El transporte pesado eléctrico empieza a demostrar que sí puede funcionar
Uno de los puntos más interesantes del caso es que gran parte de la energía utilizada para recargar los camiones procede de paneles solares instalados en las cubiertas de las propias instalaciones de la empresa. Un modelo que cada vez más operadores logísticos empiezan a contemplar para reducir costes energéticos y ganar independencia frente a las fluctuaciones del combustible.
Porque al final, más allá del debate tecnológico, aquí hay una cuestión puramente económica. El transporte pesado vive bajo una presión enorme por los costes del diésel, mantenimiento y restricciones medioambientales. Y cualquier alternativa que permita reducir gastos operativos empieza a llamar muchísimo la atención.
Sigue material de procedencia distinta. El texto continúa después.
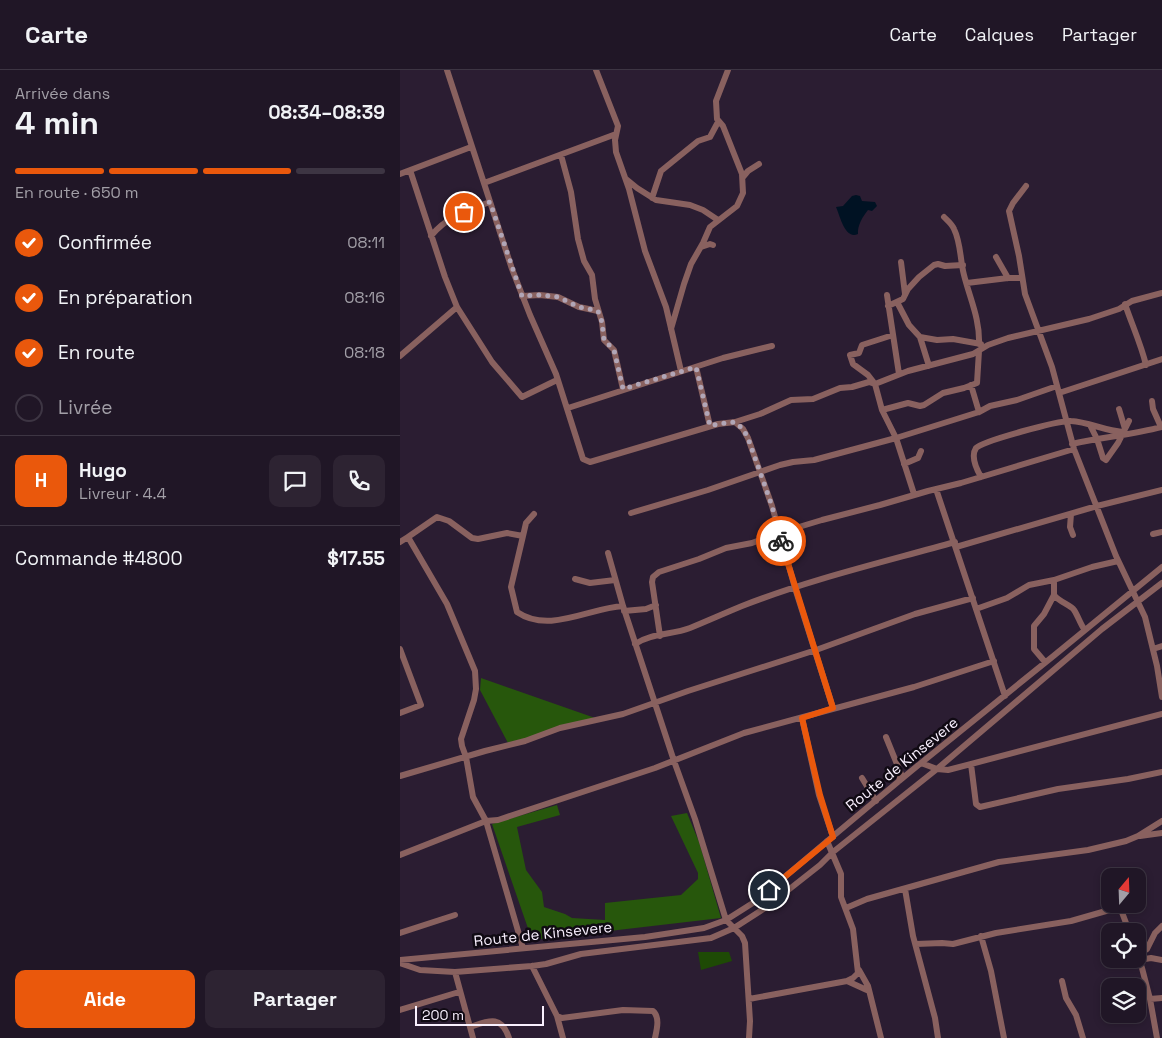 <!DOCTYPE html>
<html lang="fr">
<head>
<meta charset="utf-8">
<style>
	body { margin:0; font-family:"Space Grotesk",sans-serif; background:#2d2332; color:#f1f3f6; height:100vh; display:flex; flex-direction:column; font-size:19px; white-space:nowrap }
	* { box-sizing:border-box; margin:0 }
	p { font-size:16px; color:#a29fa7 }
	.icon { flex:none; width:28px; height:28px; fill:none; stroke:currentColor; stroke-width:2; stroke-linecap:round; stroke-linejoin:round }
	.map { position:relative; flex:1; overflow:hidden }
	.sheet { display:flex; flex-direction:column; background:#201626; width:400px }
	.sheet>* { flex:none }
	.needle { width:32px; rotate:19deg }
	.fabs { position:absolute; left:701px; top:798px; display:grid; gap:10px }
	.fabs a { display:grid; place-items:center; width:45px; height:45px; border-radius:10px; background:#201626; box-shadow:0 2px 8px #0003,0 0 0 1px #3d3543; font-size:25px }
	.scale { position:absolute; left:15px; bottom:12px; width:129px; box-sizing:border-box; padding-left:5px; border:2px solid #f9f0fe; border-top:0; font-size:14px; line-height:18px; white-space:nowrap; color:#f9f0fe; -webkit-text-stroke:4px #100a13; paint-order:stroke }
	.pin { position:absolute; display:grid; place-items:center; width:42px; height:42px; color:#fff; margin:-21px; border:2px solid #fff; border-radius:50%; box-shadow:0 1px 5px #0007 }
	.courier { position:absolute; display:grid; place-items:center; width:50px; height:50px; margin:-25px; border:4px solid #ea580c; border-radius:50%; background:#fff; color:#222; box-shadow:0 1px 6px #0007 }
	.summary em { font-style:normal; font-weight:700 }
	.summary div { display:flex; flex-direction:column-reverse }
	.summary { display:flex; align-items:center; justify-content:space-between; height:85px; padding:0 15px }
	h1 { font-size:32px; font-weight:700; line-height:38px }
	.bar { display:grid; grid-template-columns:repeat(4,1fr); gap:8px 5px; align-content:center; height:60px; padding:0 15px }
	.bar i { height:6px; border-radius:4px; background:#3d3543 }
	.bar .on { background:#ea580c }
	.bar p { grid-column:span 4 }
	.line { display:flex; align-items:center; gap:12px; padding:0 15px; border-top:1px solid #3d3543 }
	.line div { flex:1 }
	.round { display:grid; place-items:center; flex:none; width:52px; height:52px; border-radius:10px; background:#2d2332 }
	ol { padding:0 15px; list-style:none }
	li { display:flex; align-items:center; gap:15px; height:55px }
	li p { margin-inline-start:auto }
	li .icon { padding:5px; border-radius:50%; background:#ea580c; color:#fff; stroke-width:4 }
	li:last-child { color:#a29fa7 }
	li i { width:28px; height:28px; border:2px solid #3d3543; border-radius:50% }
	.action { display:flex; gap:10px; margin-top:auto; padding:10px 15px }
	.action a { flex:1; height:58px; border-radius:10px; background:#ea580c; color:#fff; font-size:20px; font-weight:700; line-height:58px; text-align:center }
	.action a+a { background:#2d2332; color:#f1f3f6 }
	header { display:flex; align-items:center; gap:30px; box-sizing:border-box; height:70px; padding:0 25px; background:#201626; border-bottom:1px solid #3d3543 }
	header strong { font-size:24px }
	nav { display:flex; gap:28px; margin-inline-start:auto; font-size:18px }
	main { display:flex; flex:1; min-height:0 }
	.map>svg:first-child { display:block }
	.green { fill:#1e4a05 }
	.forest { fill:#27570c }
	.water { fill:#001223 }
	.lines { fill:none; stroke-linecap:round; stroke-linejoin:round }
	.minor { stroke:#89615f; stroke-width:6 }
	.done { stroke:#b1a6b7; stroke-width:5; stroke-dasharray:0 9 }
	.route { stroke:#ea580c; stroke-width:6 }
	.labels { text-anchor:middle; stroke-width:5; stroke-linejoin:round; paint-order:stroke }
	.street-label { font-size:15px; fill:#f9f0fe; stroke:#100a13 }
</style>
</head>
<body>
<header>
<strong>Carte</strong>
<nav><a>Carte</a><a>Calques</a><a>Partager</a></nav>
</header>
<main>
<section class="sheet">
<div class="summary"><div><h1>4 min</h1><p>Arrivée dans</p></div><em>08:34–08:39</em></div>
<div class="bar"><i class="on"></i><i class="on"></i><i class="on"></i><i></i><p>En route · 650 m</p></div>
<ol>
<li><svg class="icon" aria-label="check" viewBox="0 0 24 24"><path d="M5 12l5 5 9-10"/></svg>Confirmée<p>08:11</p></li>
<li><svg class="icon" aria-label="check" viewBox="0 0 24 24"><path d="M5 12l5 5 9-10"/></svg>En préparation<p>08:16</p></li>
<li><svg class="icon" aria-label="check" viewBox="0 0 24 24"><path d="M5 12l5 5 9-10"/></svg>En route<p>08:18</p></li>
<li><i></i>Livrée</li>
</ol>
<div class="line" style="height:90px"><b class="round" style="background:#ea580c;color:#fff">H</b><div><b>Hugo</b><p>Livreur · 4.4</p></div><a class="round"><svg class="icon" aria-label="chat" viewBox="0 0 24 24"><path d="M4 5h16v11H9l-5 4z"/></svg></a><a class="round"><svg class="icon" aria-label="phone" viewBox="0 0 24 24"><path d="M5 4h4l2 5-3 2q2 4 5 5l2-3 5 2v4C11 20 4 13 5 4z"/></svg></a></div>
<div class="line" style="height:65px"><div>Commande #4800</div><b>$17.55</b></div>
<div class="action"><a>Aide</a><a>Partager</a></div>
</section>
<div class="map">
<svg width="762" height="968" viewBox="0 0 762 968">
	<rect width="100%" height="100%" fill="#2b1d32"/>
	<path class="green" d="M298 882H329L332 891 301 900Z"/>
	<path class="forest" d="M81 608 198 649 108 673 80 620Z
		M157 735 160 745 117 757 126 800 142 822 144 837 165 844 172 848 205 850V833L281 825 298 809V803L271 746 287 743 299 772 321 848 132 870 92 754Z"/>
	<path class="water" d="M456 125 460 126 462 131 475 132 477 136 472 141 468 140C463 146 457 156 458 164 445 170 440 146 436 137L443 136 452 126Z"/>
	<g class="lines">
		<path class="minor" d="M47 0 112 199 130 245 156 304 183 389 190 392 318 354 335 352 343 359 348 368 372 436 395 518 433 638
			M196 0 218 56 215 70 216 82 229 119 245 181 266 237 281 301
			M161 85 171 122 178 169 184 191 192 205 195 229 202 252 204 270 214 280 223 319
			M10 100 45 207 57 237 92 292 122 327 157 310
			M0 104 71 77
			M343 107 348 101 359 94
			M226 109 237 118 256 130 290 135 303 140 318 150
			M84 113 216 64
			M626 116 613 133 609 141 619 186 625 224 652 297 674 379 716 486 745 547 757 596 762 627
			M252 128 261 101 298 71 310 67 318 52
			M544 147C548 151 552 154 554 159 561 173 560 190 564 205 570 229 580 249 579 274
			M31 166C46 147 68 140 90 132
			M301 177 310 174 313 175
			M596 187 608 208
			M501 192 505 224
			M567 213 608 208H622
			M487 225 499 304
			M122 226 140 225 158 227 179 237 198 241
			M497 232 509 255 520 267 537 270 553 269 581 274
			M725 234C732 255 741 274 746 295
			M488 236 503 229 508 219 519 207 534 195 538 194 545 196 563 195
			M271 259 284 214 291 194 303 173 310 157 337 136 343 123 342 104 323 56 317 49 316 31 328 0
			M493 265 462 275 459 283 450 285 453 294 468 305 475 314 482 340 496 368 514 424
			M520 267 529 296
			M0 286 57 237
			M296 297 310 356
			M659 323 762 289
			M752 331 753 339 761 357
			M168 338 323 288 372 276
			M719 339 725 359
			M482 340 508 333 520 336 524 335 543 323 564 318 577 313 579 281
			M579 342 590 336 617 330 657 316
			M335 352 360 344 391 330 413 329 440 318 452 317 469 312 475 314 508 301 573 284 588 275 608 268 689 249 719 239 732 231 762 223
			M690 355 697 369 703 388 706 390 718 373 729 351
			M672 374C702 367 732 365 762 357
			M504 394 518 388 521 381
			M581 407C577 400 570 387 576 378 582 371 660 350 671 351 689 352 705 361 723 362
			M536 419 605 626
			M231 443 308 420 380 395 393 392 414 390 496 368 579 342 571 315
			M671 444 670 457 673 465
			M753 464 762 462
			M123 466 126 453 134 444
			M0 472 8 467
			M556 477 697 436 762 420
			M208 483 223 536 274 691 295 749 326 850 342 866 345 873 350 951 349 968
			M175 509 190 513 215 510
			M654 510V525C659 532 671 535 674 540 678 546 680 553 684 559H686
			M576 539 607 528 629 515 654 510 692 497 718 491
			M224 541 246 539 256 535
			M260 566 252 512 253 507 259 502 299 489 326 478 352 473 379 463 422 450 480 435 528 421 561 413 674 379
			M235 574C251 563 272 565 290 558 307 551 325 543 342 536 411 509 484 492 555 472
			M0 579 21 635 0 643
			M753 579 762 576
			M645 592 634 579V556L644 544 654 525
			M402 648 419 725 433 767
			M486 667 501 704 499 711
			M521 693 537 699 548 700 762 644
			M571 694 576 734 580 737 658 719 728 709 762 702
			M0 706 85 681 125 671 160 658 223 644 288 621 416 580 515 544 573 528
			M462 708 476 731
			M740 766 762 763
			M0 785 86 751 98 750 255 698 344 663 514 617 594 591
			M505 819 513 866 535 948 538 968
			M720 837 729 861
			M446 838 467 829 599 792 688 780 726 771 738 766 762 751
			M0 863 55 845
			M581 866 591 901 604 968
			M516 874 542 873 553 874 596 863 671 851 720 837 738 836
			M123 878 86 751 73 727 66 687 62 676 61 669 74 630 76 619 75 601 47 534 8 467 37 447 49 451 72 468 78 469 107 463 123 466 111 517 117 542C149 564 189 538 223 536
			M738 885 747 879 755 863 762 856
			M738 887 742 898 750 929
			M0 890 245 867 304 858 326 850 356 831C411 785 466 738 521 693 602 628 682 563 762 497
			M739 890 751 888 762 890
			M0 893 20 900 55 902 132 896 146 894 181 884 311 868 334 858 368 836 420 795 433 782 537 699 702 559 762 513
			M132 896 157 946 162 948 223 940 253 941C260 947 257 959 255 968
			M459 900 468 916 481 968
			M55 902 73 968
			M447 911 469 921
			M662 911 666 928 676 945 683 968
			M349 929 447 911 453 908 458 903 453 859 441 827V804L427 771
			M0 940 59 922
			M157 946 163 968
			M70 957C88 951 101 944 109 968
			M757 968 750 929 762 928"/>
	</g>
	<g class="lines">
		<path class="done" d="M64 142 90 132 122 226 140 225 158 227 179 237 198 241 202 252 204 270 214 280 223 319 296 297 310 356 318 354 335 352 343 359 348 368 372 436 381 471"/>
		<path class="route" d="M369 820 433 767 420 725 402 648 433 638 381 471"/>
	</g>
	<g class="labels">
		<g class="street-label">
			<text transform="translate(502 694) rotate(-39)" y="5">Route de Kinsevere</text>
			<text transform="translate(143 864) rotate(-6)" y="5">Route de Kinsevere</text>
		</g>
	</g>
</svg>
<div class="fabs">
<a><svg class="needle" viewBox="-14 -14 28 28"><path d="M0-13l5 13h-10z" fill="#e53935"/><path d="M0 13l5-13h-10z" fill="#a29fa7"/></svg></a>
<a><svg class="icon" aria-label="locate" viewBox="0 0 24 24"><circle cx="12" cy="12" r="6"/><path d="M12 2v4M12 18v4M2 12h4M18 12h4"/></svg></a>
<a><svg class="icon" aria-label="layers" viewBox="0 0 24 24"><path d="M12 4l9 5-9 5-9-5zM3 14l9 5 9-5"/></svg></a>
</div>
<div class="scale">200 m</div>
<div class="pin" style="left:64px;top:142px;background:#ea580c"><svg class="icon" aria-label="bag" viewBox="0 0 24 24"><path d="M5 8h14l-1 12H6zM9 8a3 3 0 0 1 6 0"/></svg></div>
<div class="pin" style="left:369px;top:820px;background:#1f2937"><svg class="icon" aria-label="home" viewBox="0 0 24 24"><path d="M3 11l9-7 9 7M6 9v11h12V9"/></svg></div>
<div class="courier" style="left:381px;top:471px"><svg class="icon" aria-label="bike" viewBox="0 0 24 24"><circle cx="6" cy="16" r="4"/><circle cx="18" cy="16" r="4"/><path d="M6 16l4-8h5l3 8M10 8l3 8H6M13 5h3"/></svg></div>
</div>
</main>
</body>
</html>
Eso no significa que todo esté resuelto. La infraestructura de carga para camiones todavía está lejos de ser ideal en muchos países europeos y la electrificación completa del transporte pesado llevará tiempo. Especialmente en rutas internacionales muy largas o sectores extremadamente exigentes.
Pero lo importante es que la conversación ya ha cambiado. Hace apenas unos años se discutía si un camión eléctrico podía trabajar de verdad. Ahora cada vez más empresas muestran datos reales de operación diaria demostrando que sí pueden hacerlo.